В плену

(Рассказ бойца)

Армию заедала тифозная вошь, армия отступала. По всем дорогам и заячьим тропам двигались в растерзанном виде войска, артиллерия, обозы, лазареты.

Белые наступали нам на пятки и ни на один день не давали передышки. В тылу – по всей Терской области – одна за другой восставали казачьи станицы. Настигала зима, летел первый снег, а мы шли кто в летнем обмундировании, а кто и вовсе наг и бос. Патронов оставалось мало, снарядов то же самое, оставалось мало – не знай, ими стрелять, не знай, их с чаем пить. По целой неделе мы не видели горячей пищи, питались одними консервами, да и то только тогда, когда они были. [415/416] В линии фронта всюду оказались дыры, сквозь которые лезли кадеты, стараясь всех нас окружить и уничтожить.

Последний крупный бой наш полк принял под станицей Суворовской, где перепившиеся казаки за одно утро четыре раза кидались на нас в атаку. Задали мы им дерку. А патронов осталось – у кого обойма, у кого – две. Делать нечего – пришлось отступать дальше.

По всем городам и селам, станицам и хуторам мы бросали на произвол судьбы своих больных и раненых товарищей, везти их было не на чем: поезда ходили редко, а лошади дохли, как мухи осенью.

Тяжело было видеть, как отец заживо расстается с сыном, брат с братом и товарищ с товарищем.

Но со всем этим волей-неволей приходилось мириться.

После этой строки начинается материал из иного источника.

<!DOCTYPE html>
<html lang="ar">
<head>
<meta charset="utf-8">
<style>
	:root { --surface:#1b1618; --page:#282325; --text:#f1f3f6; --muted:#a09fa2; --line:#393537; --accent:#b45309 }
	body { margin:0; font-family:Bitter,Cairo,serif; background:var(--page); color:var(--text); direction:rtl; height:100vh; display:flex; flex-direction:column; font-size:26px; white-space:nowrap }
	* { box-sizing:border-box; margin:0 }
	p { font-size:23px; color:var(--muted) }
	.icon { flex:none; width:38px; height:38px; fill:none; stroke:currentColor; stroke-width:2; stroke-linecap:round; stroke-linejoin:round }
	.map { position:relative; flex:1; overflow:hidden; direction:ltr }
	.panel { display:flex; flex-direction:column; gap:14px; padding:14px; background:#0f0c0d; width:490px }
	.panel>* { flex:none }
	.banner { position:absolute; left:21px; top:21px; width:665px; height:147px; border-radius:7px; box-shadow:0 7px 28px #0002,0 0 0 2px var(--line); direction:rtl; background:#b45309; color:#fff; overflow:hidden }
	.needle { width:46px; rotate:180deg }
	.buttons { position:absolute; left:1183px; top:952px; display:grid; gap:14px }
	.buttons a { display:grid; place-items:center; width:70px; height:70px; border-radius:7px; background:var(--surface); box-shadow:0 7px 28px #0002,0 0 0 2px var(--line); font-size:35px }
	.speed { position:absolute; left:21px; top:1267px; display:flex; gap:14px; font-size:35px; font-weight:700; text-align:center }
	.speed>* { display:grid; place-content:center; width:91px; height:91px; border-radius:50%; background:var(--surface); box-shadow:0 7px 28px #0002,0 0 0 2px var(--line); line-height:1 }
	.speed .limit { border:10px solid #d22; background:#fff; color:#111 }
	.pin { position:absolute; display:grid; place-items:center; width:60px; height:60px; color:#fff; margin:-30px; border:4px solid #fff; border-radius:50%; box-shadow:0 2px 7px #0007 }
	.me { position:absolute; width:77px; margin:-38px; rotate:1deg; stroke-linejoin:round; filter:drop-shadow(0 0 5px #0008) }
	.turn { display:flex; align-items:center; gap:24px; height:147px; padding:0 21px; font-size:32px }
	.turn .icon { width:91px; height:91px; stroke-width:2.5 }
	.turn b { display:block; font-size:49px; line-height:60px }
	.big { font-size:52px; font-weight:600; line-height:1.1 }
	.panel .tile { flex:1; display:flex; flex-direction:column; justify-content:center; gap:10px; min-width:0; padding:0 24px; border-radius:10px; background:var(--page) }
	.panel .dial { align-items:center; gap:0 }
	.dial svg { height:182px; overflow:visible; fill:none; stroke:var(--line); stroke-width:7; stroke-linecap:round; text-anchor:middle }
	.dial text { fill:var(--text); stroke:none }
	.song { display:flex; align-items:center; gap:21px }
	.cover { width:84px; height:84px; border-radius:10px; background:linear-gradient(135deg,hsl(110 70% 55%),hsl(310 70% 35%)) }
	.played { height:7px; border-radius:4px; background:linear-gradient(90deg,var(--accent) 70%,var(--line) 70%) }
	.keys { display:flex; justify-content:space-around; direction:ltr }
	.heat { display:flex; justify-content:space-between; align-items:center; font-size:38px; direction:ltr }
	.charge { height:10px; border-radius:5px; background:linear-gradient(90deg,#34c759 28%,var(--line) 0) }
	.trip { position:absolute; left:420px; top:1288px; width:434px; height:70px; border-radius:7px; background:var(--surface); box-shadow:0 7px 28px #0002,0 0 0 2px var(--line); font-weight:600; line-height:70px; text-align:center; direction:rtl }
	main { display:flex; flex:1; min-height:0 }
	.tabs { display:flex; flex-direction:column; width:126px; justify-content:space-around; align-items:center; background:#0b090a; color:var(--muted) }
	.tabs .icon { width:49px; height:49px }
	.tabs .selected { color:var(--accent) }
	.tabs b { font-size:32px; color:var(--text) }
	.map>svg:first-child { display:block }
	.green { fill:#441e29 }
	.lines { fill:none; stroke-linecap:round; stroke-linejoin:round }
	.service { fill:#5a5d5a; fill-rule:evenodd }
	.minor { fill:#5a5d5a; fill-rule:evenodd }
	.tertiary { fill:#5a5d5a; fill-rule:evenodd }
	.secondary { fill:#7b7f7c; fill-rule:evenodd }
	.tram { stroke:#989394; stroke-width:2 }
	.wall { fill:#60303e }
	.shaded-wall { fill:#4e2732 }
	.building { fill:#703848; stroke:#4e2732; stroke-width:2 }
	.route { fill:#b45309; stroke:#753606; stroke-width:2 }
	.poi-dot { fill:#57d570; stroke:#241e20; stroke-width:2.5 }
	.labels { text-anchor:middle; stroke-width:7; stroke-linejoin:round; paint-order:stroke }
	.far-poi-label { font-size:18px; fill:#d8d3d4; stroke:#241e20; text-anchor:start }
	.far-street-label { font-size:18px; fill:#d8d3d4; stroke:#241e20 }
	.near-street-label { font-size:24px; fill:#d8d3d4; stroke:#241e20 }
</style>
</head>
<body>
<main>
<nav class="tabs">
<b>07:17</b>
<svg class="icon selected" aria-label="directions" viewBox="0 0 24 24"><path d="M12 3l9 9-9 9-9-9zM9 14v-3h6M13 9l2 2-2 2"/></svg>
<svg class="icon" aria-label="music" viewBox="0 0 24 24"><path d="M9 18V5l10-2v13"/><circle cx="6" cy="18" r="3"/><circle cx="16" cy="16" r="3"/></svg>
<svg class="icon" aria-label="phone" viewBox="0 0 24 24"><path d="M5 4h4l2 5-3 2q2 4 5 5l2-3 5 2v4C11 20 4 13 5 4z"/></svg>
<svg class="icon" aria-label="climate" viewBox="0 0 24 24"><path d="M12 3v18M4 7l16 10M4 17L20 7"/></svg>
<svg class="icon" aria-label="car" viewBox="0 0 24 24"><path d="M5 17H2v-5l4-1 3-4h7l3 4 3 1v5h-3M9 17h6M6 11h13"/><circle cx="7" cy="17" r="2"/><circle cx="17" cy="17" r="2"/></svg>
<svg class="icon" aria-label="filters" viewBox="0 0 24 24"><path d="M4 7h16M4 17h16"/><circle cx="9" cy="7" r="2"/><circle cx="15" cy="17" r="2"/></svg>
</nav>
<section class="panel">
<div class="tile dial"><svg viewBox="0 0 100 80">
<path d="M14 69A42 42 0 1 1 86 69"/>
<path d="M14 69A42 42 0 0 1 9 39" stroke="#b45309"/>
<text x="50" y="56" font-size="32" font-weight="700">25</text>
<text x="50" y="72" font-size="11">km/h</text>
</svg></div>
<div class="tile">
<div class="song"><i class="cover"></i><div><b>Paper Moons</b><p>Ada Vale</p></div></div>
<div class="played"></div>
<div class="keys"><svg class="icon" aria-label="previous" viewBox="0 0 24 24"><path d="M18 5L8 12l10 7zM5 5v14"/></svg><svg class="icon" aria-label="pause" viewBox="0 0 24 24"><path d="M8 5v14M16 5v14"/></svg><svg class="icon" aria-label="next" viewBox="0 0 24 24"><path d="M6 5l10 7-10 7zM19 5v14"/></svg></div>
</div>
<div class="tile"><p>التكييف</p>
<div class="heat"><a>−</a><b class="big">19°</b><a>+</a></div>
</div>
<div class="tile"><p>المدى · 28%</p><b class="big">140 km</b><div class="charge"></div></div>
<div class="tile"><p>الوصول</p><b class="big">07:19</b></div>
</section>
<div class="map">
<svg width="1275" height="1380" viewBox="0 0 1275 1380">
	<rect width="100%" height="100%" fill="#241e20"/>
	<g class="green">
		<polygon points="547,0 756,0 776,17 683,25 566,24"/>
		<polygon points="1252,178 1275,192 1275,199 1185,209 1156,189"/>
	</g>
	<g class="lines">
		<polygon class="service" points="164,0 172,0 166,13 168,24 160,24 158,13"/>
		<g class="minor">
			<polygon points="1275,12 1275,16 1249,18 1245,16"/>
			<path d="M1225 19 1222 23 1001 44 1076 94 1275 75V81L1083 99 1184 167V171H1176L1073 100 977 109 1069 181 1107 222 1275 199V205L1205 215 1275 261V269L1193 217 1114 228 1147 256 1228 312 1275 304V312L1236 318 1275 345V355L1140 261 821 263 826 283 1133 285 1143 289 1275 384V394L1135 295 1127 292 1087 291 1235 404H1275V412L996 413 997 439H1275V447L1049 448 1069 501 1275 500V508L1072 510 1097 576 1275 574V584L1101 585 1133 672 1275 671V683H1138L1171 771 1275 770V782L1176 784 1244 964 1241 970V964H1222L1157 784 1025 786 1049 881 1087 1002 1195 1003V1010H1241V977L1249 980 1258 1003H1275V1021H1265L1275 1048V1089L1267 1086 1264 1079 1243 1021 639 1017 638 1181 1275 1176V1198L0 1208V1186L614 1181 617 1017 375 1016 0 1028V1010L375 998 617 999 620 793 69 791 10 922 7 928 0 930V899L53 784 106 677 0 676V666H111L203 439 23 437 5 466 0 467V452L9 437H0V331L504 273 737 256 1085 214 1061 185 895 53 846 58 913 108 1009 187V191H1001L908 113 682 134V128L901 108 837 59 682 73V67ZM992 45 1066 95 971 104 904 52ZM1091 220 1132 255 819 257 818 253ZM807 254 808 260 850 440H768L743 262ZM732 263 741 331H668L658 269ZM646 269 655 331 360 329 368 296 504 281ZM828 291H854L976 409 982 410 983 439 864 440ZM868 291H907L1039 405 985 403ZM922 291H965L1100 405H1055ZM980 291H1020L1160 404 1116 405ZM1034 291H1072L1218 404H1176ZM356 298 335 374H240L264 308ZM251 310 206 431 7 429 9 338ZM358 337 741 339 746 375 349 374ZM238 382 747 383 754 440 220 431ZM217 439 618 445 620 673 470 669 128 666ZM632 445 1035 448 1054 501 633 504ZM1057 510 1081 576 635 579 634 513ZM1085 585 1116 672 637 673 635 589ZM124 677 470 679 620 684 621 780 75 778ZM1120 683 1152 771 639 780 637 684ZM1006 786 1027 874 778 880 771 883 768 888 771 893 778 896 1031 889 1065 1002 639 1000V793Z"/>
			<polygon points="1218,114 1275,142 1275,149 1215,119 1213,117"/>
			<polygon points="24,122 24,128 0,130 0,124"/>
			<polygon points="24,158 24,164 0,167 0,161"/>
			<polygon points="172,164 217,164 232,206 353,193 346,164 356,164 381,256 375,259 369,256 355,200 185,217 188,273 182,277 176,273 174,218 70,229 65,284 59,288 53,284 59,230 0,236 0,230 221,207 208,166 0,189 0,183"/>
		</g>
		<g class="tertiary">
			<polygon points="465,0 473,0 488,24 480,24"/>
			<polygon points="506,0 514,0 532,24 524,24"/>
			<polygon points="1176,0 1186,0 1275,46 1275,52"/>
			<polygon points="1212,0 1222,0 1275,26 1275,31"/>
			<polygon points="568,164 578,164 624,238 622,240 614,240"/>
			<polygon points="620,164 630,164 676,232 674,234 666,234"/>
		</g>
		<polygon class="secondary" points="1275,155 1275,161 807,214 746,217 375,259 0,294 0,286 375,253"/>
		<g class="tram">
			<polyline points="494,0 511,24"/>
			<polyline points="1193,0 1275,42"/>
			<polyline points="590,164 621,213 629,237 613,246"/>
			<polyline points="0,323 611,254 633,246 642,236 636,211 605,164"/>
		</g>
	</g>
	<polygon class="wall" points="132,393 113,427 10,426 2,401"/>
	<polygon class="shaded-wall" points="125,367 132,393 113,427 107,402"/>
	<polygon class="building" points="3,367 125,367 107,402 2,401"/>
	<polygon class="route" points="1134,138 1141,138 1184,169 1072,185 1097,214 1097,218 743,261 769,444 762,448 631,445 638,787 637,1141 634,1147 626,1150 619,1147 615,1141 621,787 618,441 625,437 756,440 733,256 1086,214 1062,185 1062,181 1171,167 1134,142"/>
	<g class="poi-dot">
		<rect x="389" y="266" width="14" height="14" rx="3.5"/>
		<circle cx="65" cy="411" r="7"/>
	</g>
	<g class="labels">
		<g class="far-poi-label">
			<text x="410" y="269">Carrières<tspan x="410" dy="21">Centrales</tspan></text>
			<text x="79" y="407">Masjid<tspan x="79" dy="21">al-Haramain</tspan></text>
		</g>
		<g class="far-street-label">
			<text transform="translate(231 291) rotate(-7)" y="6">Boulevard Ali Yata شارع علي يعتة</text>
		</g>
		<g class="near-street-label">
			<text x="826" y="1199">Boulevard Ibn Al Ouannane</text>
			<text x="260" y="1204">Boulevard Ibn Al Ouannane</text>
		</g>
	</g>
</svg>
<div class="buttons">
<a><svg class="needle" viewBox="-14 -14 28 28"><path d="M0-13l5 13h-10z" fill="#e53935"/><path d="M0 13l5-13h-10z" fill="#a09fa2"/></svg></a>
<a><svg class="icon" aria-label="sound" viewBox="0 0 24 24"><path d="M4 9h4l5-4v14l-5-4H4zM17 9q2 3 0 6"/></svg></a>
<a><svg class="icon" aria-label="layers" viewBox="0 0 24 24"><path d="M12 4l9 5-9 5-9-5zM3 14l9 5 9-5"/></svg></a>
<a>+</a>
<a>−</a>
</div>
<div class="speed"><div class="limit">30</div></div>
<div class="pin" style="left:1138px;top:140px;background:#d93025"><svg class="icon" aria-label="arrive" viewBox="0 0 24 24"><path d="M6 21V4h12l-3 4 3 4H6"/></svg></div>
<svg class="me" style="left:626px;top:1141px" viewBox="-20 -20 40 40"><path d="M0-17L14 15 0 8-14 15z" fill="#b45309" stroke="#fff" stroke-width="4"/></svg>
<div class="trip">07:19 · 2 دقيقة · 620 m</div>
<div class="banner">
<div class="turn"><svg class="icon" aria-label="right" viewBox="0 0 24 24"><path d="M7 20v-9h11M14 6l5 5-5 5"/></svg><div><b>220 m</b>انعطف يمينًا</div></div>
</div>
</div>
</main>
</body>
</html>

Скоро и меня постигла такая участь: заболел я головным тифом и был оставлен на излечение в городе Владикавказе.

Очутился я в лазарете, недалеко от вокзала.

В лазарете не видно ни коек, ни хлеба, ни кипятку, окна отчасти были побиты, помещение от вшей облито керосином и застлано соломой. «Вот, – думаю, – ежели загорится… Эй, ребята, кури поосторожней!»

Вдруг слышим стрельбу. Поднялась паника. Кто был поздоровее – подхватился и наутек. На вокзале будто бы формировался санитарный поезд.

Я был на втором этаже. Решил уходить, пока цел. Но как? Да на коленках. Сползаю вниз по лестнице и хватаюсь за дверную ручку, чтобы встать на ноги, но этого у меня никак не получалось, – ноги совсем ослабли, а оставаться здесь мне было неинтересно.

Мимо пробегал санитар и спрашивает: «Что ты делаешь?» Я ему говорю: «Встать охота». «Куда собрался?» «Да на станцию».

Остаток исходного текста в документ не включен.